JUSTICE MITCHELL — CREATIVE PROFESSIONAL

View Original

Your New DNA to Integrated Storytelling

As the advertising and marketing world begins to understand and deploy content marketing, the "best practices." You can also argue that there are no hard and fast rules to ANY marketing technique; specific patterns derive more success than others. However, the industry often leans on the term "best practice" more like a moral guideline than something that delivers true ROI.

Let's take a look at the term "storytelling," which all marketers are told they should embrace, yet no one seems to know. Secondarily, we should dive into how content marketing falls into this model. And lastly, how content will deliver it.

So instead of wasting time and burning budget to hire some pulp fiction author to align with your client's initiatives (yes, I've done this too), think of storytelling as a simple set of characters:

  • The victim (protagonist): This is your consumer, customer, or engaged audience. You should understand their pain points, challenges, and obstacles, as well as what keeps them up at night.

  • The rescuer (Hero/Heroine, in some cases antihero AKA: the voice of reason): The equalizer in any story. This character, place, or thing arrives on the scene to help your customer overcome the next character.

  • The villain (antagonist): Contrary to Hollywood myth, the villain doesn't always require a black mustache and a threatening cape. More often than not, you can easily drill into your customer's fears and create any number of villains they perceive as preventing them from success in their business. There is never one villain in this model. Therefore, take the time to outline all of the potential problems your customers face, and construct a scenario by which you can model a unique evil around that designation.

  • Supporting roles: This overlooked category could very well shape your marketing most of all. What is "word of mouth" marketing? What are ratings and reviews to you? What is sentiment, and engagement if not supporting roles in your storytelling?

With all this in mind, your complete storytelling model from a foundation should look like this:

Your customer is the victim that requires (knowingly or not) a "rescuer" (your product or brand) to overcome the "villain" (the problem or challenge).

"Yes, Justice, this is a very nice metaphor. But how does it apply to my marketing?"

Well, young Will Shakespeare, I'm glad you asked.
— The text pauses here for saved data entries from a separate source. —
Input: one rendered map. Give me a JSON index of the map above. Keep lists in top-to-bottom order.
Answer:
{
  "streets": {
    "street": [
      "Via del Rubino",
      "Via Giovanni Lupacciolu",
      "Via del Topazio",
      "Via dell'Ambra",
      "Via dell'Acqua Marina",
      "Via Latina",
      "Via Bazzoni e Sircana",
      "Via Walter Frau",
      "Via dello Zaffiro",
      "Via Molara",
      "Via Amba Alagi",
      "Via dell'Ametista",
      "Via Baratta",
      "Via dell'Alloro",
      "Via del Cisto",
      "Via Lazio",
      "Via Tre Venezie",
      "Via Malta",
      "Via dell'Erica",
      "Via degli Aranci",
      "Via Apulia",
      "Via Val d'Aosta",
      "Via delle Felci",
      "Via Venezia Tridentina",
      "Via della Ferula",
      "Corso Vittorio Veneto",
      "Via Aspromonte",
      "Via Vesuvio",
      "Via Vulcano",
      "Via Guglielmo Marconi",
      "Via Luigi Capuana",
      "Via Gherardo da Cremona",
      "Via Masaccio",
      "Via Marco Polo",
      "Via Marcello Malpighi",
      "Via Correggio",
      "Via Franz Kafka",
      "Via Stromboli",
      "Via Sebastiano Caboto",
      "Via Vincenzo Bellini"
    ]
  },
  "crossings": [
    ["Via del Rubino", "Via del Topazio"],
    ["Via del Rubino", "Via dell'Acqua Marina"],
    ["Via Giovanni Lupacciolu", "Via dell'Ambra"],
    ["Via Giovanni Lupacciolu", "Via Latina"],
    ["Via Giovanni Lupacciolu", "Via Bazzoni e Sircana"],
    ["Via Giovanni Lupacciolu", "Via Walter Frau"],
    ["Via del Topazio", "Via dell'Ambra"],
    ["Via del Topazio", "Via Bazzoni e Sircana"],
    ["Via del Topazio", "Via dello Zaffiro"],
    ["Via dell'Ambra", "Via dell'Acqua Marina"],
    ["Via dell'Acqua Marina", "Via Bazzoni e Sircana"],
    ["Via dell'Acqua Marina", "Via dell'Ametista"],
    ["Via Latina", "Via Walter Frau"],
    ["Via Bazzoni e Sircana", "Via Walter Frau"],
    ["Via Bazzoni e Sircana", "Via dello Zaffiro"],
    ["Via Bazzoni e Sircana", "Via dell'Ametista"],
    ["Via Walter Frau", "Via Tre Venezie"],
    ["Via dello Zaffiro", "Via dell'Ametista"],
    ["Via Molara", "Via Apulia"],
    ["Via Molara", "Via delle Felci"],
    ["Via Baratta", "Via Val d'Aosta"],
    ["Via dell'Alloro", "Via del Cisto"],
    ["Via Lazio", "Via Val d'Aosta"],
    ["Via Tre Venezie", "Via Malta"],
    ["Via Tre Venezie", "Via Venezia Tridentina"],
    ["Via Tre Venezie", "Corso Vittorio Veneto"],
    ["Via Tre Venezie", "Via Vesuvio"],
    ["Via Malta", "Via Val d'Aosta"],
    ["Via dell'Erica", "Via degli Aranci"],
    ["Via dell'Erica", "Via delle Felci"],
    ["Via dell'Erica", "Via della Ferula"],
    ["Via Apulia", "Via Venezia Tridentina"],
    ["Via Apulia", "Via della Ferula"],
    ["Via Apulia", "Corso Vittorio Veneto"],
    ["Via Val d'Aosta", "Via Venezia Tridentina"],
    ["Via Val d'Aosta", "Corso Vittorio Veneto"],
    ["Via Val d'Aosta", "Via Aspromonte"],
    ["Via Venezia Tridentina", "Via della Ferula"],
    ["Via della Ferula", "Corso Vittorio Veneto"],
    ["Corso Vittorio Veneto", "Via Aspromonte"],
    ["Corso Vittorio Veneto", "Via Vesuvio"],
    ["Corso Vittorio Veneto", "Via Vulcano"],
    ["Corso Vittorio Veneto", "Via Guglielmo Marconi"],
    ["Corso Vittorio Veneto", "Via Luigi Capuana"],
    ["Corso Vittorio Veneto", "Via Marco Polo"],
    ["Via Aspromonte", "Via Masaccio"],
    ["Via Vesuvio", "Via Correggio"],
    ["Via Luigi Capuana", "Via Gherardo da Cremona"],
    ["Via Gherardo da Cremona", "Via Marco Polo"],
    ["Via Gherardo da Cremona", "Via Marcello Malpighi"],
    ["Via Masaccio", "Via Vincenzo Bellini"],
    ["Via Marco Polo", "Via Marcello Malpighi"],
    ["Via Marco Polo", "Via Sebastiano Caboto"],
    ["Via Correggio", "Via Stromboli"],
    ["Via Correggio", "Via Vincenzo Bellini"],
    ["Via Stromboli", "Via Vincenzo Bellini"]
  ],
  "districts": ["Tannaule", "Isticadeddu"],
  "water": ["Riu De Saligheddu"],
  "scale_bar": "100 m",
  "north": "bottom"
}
Because understanding storytelling leads us to our second set of best practices in constructing it.

The modern-day marketer SHOULD break down most of their campaigns in the following "Pre, During & Post" model (pay attention, this is where your social comes into play):

  • Pre-deployment Rollout: This initial phase of the campaign goes by countless names: teaser campaigns, buzz marketing, rabbit holes, etc. All of which is fine and good, but in the end, it is simply introducing the concept of your brand, product, educational initiative, or service to your audience in a way that is unique to previous marketing efforts.For example:

  • Primary Campaign Deployment: If I'm doing my job right with this post, by now, you are thinking of your campaigns almost like a storyboard in a movie. You can also start to think of those frames as potential content and consider how they would distribute across your social graph against your timeline. Your primary campaign would be the bulk of your messaging, delivering your immediate call to action. Remember, content marketing is not simply pushing out a set of linear content. You need to listen to your audience through social engagement and determine if progressive changes need to be made during the campaign. If you're looking over your campaign data and you see a decrease in interest, the best story in the world won't save the campaign. Optimize it!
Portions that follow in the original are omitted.